Records supplied:

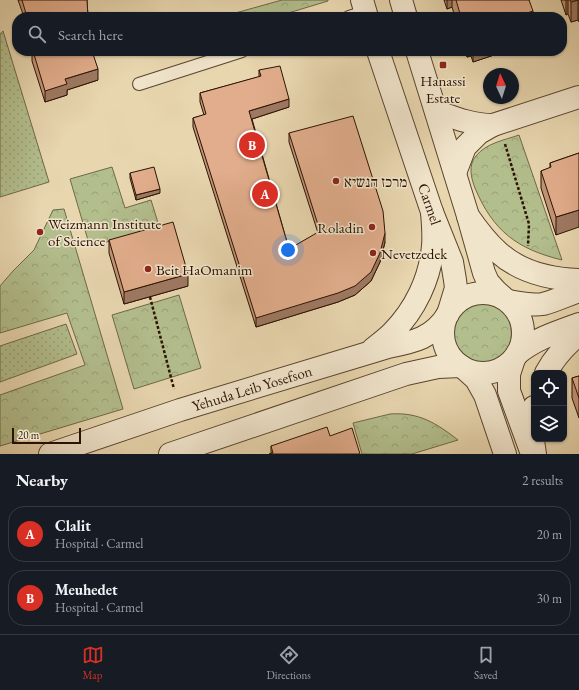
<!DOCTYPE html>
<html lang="en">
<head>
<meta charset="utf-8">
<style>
	body { margin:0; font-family:"EB Garamond","Frank Ruhl Libre",serif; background:#242831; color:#f1f3f6 }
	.controls { position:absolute; right:12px; bottom:12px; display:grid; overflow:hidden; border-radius:8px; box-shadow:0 1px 3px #0004 }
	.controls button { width:36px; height:36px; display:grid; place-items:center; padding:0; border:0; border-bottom:1px solid #363941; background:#171b24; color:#f1f3f6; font:20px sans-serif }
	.compass { position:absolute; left:483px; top:68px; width:36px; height:36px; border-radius:50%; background:#171b24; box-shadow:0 1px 3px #0004; rotate:356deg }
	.scale { position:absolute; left:12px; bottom:10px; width:69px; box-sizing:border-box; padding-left:4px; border:2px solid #2b1303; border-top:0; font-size:11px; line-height:14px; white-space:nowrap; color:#2b1303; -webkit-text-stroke:3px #f0e4cb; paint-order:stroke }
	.you { position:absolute; left:288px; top:250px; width:14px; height:14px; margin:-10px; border:3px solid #fff; border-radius:50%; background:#1a73e8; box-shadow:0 0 0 6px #1a73e833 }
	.badge { display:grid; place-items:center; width:26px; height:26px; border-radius:50%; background:#d93025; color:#fff; font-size:13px; font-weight:700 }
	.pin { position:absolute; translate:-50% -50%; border:2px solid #fff; box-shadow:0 1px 4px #0006 }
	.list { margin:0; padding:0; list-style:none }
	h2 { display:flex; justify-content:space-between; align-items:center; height:52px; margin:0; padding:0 16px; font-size:17px }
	h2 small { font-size:13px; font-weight:400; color:#9ea1a6 }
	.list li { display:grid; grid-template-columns:26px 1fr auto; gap:12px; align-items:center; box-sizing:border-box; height:56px; margin:0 8px 8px; padding:0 8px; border:1px solid #363941; border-radius:16px }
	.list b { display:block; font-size:15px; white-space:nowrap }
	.list p { margin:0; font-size:13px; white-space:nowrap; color:#9ea1a6 }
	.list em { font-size:13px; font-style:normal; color:#9ea1a6 }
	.icon { flex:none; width:22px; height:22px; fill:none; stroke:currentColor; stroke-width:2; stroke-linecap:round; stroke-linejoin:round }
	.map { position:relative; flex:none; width:579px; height:454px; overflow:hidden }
	.search { position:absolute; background:#171b24; box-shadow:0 1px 3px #0004; left:12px; right:12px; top:12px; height:44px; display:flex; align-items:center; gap:10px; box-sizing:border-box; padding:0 14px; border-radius:16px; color:#9ea1a6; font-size:15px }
	.sheet { height:180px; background:#171b24 }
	nav { display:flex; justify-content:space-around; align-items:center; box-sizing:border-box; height:56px; border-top:1px solid #363941; background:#171b24; font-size:11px; color:#9ea1a6 }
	nav a { display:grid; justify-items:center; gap:2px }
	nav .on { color:#d93025 }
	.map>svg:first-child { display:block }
</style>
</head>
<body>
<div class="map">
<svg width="579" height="454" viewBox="0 0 579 454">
	<defs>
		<pattern id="grass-dots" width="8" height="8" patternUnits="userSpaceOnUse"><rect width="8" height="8" fill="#b3be8d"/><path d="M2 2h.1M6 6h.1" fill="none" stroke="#9aa278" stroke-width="1.8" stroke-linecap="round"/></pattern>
		<pattern id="forest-crowns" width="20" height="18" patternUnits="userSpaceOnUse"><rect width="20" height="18" fill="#b3be8d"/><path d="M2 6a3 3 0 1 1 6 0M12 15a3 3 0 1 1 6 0" fill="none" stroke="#9aa278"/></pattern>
	</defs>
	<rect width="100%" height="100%" fill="#e8d6af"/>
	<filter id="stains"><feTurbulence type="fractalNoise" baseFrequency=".005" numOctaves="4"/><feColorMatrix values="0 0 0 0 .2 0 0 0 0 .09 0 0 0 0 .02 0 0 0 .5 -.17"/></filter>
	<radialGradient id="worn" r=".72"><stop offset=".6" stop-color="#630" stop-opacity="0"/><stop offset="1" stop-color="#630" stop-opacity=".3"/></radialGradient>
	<g fill="url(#grass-dots)" stroke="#6f6848">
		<polygon points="3,31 49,182 0,197 0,34"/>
		<polygon points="66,324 77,354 0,382 0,346"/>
	</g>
	<g fill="url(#forest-crowns)" stroke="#6f6848">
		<polygon points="282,0 328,0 328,1 275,17 221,17"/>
		<path d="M519,135L562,260C517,249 493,231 475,188C471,178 468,165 476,156C486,143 505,140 519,135Z"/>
		<polygon points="112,167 125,208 151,200 159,226 90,247 70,179"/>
		<polygon points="64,209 123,409 0,446 0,395 85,365 67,313 0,333 0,286 13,271 34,250 53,210"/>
		<polygon points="179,295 201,368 134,389 112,315"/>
		<circle cx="483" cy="333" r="37"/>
		<path d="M390,414C419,412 436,423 458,440L412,454H362L353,423Z"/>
	</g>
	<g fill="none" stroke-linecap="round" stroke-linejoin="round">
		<g stroke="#5a442e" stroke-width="14">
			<g id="service">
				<polyline points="349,17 365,12"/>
				<polyline points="139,84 242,51"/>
			</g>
		</g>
		<g stroke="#5a442e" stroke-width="24">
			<g id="minor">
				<polyline points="362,0 367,17"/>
				<polyline points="401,0 406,17"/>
				<polyline points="378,51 432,212 452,262 455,280 456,288 449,311"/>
				<polyline points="417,51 468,216 484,273 488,282 496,291 505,299"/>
				<path d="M436,111C455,118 472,125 493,125L579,97"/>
				<polyline points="455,173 465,147 479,133 493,125"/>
				<polyline points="514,359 509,374 509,391 531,451"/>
				<polyline points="465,369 476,379 485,395 505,454"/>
			</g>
		</g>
		<g stroke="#5a442e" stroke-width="24">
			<g id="tertiary">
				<path d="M468,216C477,229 487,242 498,252C520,272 550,279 579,280"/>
				<circle cx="483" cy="333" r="40"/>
				<path d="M508,301C519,303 531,306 543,304C555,301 567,295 579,291"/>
				<path d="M373,349C379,344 386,339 392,333C415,310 430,279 433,246C434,235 433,224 432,212"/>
				<path d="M517,354C535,339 557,332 579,324"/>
				<path d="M546,373C554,358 566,345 579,334"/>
				<polyline points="534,407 531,427 535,454"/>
				<path d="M50,454L180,410L388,347C414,342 433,338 448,314"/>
				<polyline points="170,454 406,374 438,367 461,366"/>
			</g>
		</g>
		<g stroke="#2b1303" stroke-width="2.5" stroke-dasharray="3 2" stroke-linecap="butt">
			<polyline points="505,144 529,224 528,246"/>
			<polyline points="150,297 174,389"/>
		</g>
		<use href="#service" stroke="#f0e4cb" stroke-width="12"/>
		<use href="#minor" stroke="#f0e4cb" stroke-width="22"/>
		<use href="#tertiary" stroke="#f0e4cb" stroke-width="22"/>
	</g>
	<g fill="#c29578" stroke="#2b1303">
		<polygon points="18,0 87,0 88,17 24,17"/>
		<polygon points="444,0 529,0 533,17 455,17 452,7 447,9"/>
		<polygon points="561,0 579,0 579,22 578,20 571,22 568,14 566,15"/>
		<polygon points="32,51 98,80 67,90 67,95 45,102 32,61"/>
		<polygon points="465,51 506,51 473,62 471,56 467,57"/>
		<polygon points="259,70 289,107 252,119 289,249 318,233 289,142 289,133 385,242 380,262 371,281 355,295 338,302 256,327 193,127 193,118 204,115 200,102 200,93 259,77"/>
		<polygon points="579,153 556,235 541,188 541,171 550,168 550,163"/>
		<polygon points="130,173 160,193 136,200 130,178"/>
		<polygon points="109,240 188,286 124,304 109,253"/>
		<polygon points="579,376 579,418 572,398 572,378"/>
		<polygon points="330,436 271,453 271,446"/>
	</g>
	<g fill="#9e7962" stroke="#2b1303">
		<polygon points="447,0 452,0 452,7 447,9"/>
		<polygon points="566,0 568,0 568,14 566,15"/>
		<polygon points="578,0 578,20 571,22 571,2"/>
		<polygon points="533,11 533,17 521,17 521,15"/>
		<polygon points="467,51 471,51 471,56 467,57"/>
		<polygon points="473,51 506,51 473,62"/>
		<polygon points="98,69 98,80 67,90 67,95 45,102 45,91 65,79"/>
		<polygon points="289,99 289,107 249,120 249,111"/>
		<polygon points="160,189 160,193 136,200 136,195"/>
		<polygon points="579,210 579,227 556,235 556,217"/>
		<polygon points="385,233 385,242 380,262 371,281 355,295 338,302 256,327 256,318"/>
		<polygon points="188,274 188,286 124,304 124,292"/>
	</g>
	<g fill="#e1ad8c" stroke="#2b1303">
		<polygon points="22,0 87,0 88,17 27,17"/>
		<polygon points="456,0 529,0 533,11 521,15 521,17 461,17"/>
		<polygon points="570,0 578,0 571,2"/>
		<polygon points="33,51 92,51 98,69 65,79 67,84 45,91"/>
		<polygon points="280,66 289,99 249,111 289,249 320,231 289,133 353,116 383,211 385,233 380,253 371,272 355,286 338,293 256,318 193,118 206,114 200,93 261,76 259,70"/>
		<polygon points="579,153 579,210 556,217 541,171 551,167 550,163"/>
		<polygon points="154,167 160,189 136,195 130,173"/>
		<polygon points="173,222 188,274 124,292 109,240"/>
		<polygon points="579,376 579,398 572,378"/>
		<polygon points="327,427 330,436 352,428 360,454 269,454 273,453 271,446"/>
	</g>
	<g fill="#8f2418" stroke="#f0e4cb" stroke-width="1.5">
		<rect x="439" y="61" width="8" height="8" rx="2"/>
		<circle cx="336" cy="181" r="4"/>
		<circle cx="372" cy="227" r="4"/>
		<circle cx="40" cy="232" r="4"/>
		<circle cx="373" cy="253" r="4"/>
		<circle cx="148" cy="269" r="4"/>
	</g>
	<g text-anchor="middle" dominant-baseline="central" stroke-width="3" stroke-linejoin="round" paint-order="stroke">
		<g font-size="15" fill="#2b1303" stroke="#f0e4cb" text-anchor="start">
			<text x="443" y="80" text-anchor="middle">Hanassi<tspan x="443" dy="17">Estate</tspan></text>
			<text x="344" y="181">מרכז הנשיא</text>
			<text x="48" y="223">Weizmann Institute<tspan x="48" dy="17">of Science</tspan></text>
			<text x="364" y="227" text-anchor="end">Roladin</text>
			<text x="381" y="253">Nevetzedek</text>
			<text x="156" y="269">Beit HaOmanim</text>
		</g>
		<g font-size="15" fill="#2b1303" stroke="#f0e4cb">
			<text transform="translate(430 204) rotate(71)">Carmel</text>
			<text transform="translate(252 388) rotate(-17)">Yehuda Leib Yosefson</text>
		</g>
	</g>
	<rect width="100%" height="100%" filter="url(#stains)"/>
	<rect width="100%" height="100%" fill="url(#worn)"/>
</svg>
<div class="controls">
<button><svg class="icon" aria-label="locate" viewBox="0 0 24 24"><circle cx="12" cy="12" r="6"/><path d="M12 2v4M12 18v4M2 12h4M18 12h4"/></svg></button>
<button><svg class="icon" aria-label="layers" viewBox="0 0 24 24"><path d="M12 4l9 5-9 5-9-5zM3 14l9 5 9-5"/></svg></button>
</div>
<svg class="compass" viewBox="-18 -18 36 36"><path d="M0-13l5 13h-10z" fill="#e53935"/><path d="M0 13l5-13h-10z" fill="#9ea1a6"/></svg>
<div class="scale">20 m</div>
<div class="you"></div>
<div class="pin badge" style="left:265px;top:194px">A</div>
<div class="pin badge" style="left:252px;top:145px">B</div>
<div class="search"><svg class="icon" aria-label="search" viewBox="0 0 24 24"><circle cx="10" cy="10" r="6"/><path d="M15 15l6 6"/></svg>Search here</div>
</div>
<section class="sheet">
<h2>Nearby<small>2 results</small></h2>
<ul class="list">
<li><span class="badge">A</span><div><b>Clalit</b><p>Hospital · Carmel</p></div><em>20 m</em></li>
<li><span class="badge">B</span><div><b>Meuhedet</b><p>Hospital · Carmel</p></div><em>30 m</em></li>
</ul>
</section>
<nav>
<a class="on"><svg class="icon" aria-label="map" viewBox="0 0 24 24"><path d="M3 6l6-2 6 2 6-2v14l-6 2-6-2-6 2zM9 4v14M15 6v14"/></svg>Map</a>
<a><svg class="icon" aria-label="directions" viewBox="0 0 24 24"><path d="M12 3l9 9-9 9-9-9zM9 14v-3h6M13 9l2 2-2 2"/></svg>Directions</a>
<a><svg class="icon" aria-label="saved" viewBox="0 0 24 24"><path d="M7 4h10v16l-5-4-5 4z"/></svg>Saved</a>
</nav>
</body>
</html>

Exercise requirements: Which lines in the listing above include the string "nowrap"? Copy each of them.

Response area:
	.scale { position:absolute; left:12px; bottom:10px; width:69px; box-sizing:border-box; padding-left:4px; border:2px solid #2b1303; border-top:0; font-size:11px; line-height:14px; white-space:nowrap; color:#2b1303; -webkit-text-stroke:3px #f0e4cb; paint-order:stroke }
	.list b { display:block; font-size:15px; white-space:nowrap }
	.list p { margin:0; font-size:13px; white-space:nowrap; color:#9ea1a6 }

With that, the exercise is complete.